◆ What you should do ◆
Only the lines that contain the string "read" belong in the answer; pull them from the records.

◆ Data listing ◆
== Segment start ==
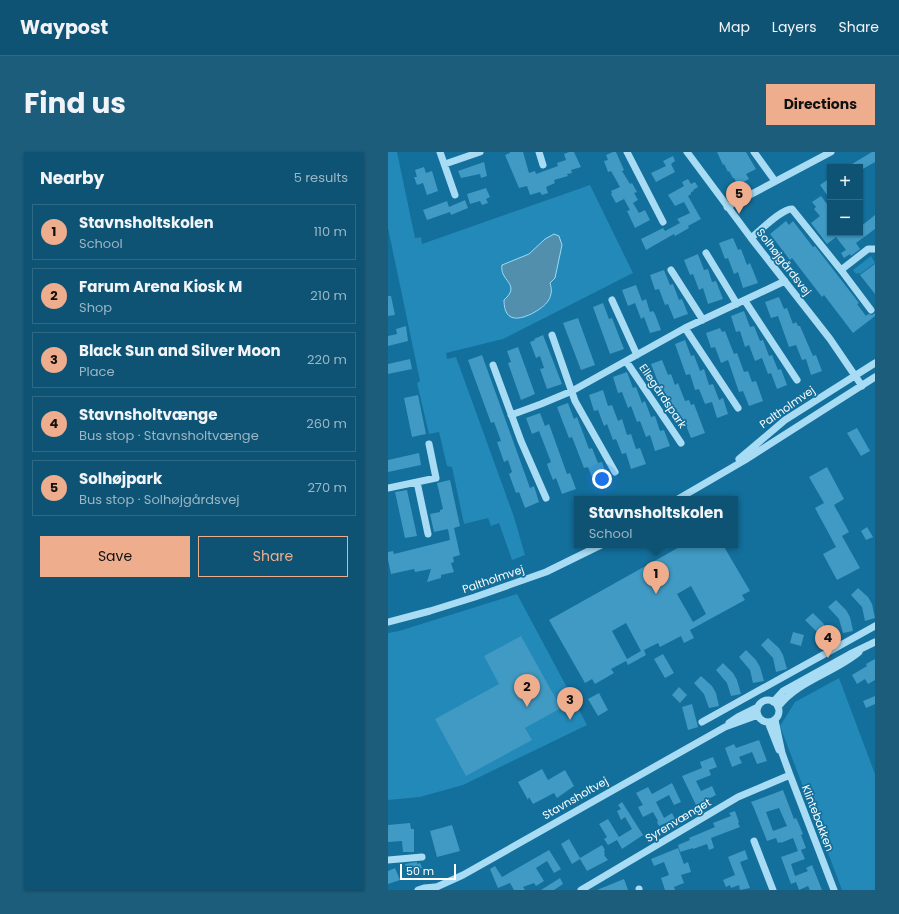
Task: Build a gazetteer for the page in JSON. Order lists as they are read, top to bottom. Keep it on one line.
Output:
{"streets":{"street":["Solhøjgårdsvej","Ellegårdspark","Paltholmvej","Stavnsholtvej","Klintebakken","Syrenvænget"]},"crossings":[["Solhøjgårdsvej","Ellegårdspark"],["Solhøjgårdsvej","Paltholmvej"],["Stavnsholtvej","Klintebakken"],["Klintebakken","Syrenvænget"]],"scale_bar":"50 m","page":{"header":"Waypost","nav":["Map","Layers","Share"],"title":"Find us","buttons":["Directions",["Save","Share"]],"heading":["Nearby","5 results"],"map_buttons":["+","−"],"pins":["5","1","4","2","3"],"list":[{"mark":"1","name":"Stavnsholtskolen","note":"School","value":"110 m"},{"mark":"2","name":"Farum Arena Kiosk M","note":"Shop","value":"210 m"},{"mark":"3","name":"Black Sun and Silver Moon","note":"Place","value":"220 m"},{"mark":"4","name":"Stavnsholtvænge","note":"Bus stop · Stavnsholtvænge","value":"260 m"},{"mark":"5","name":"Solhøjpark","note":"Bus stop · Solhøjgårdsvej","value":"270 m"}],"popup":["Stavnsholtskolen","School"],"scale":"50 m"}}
== Segment end ==
== Segment start ==
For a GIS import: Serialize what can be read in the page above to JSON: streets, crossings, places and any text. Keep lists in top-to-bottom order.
== Segment end ==
◆ Solution for this task ◆
Task: Build a gazetteer for the page in JSON. Order lists as they are read, top to bottom. Keep it on one line.
For a GIS import: Serialize what can be read in the page above to JSON: streets, crossings, places and any text. Keep lists in top-to-bottom order.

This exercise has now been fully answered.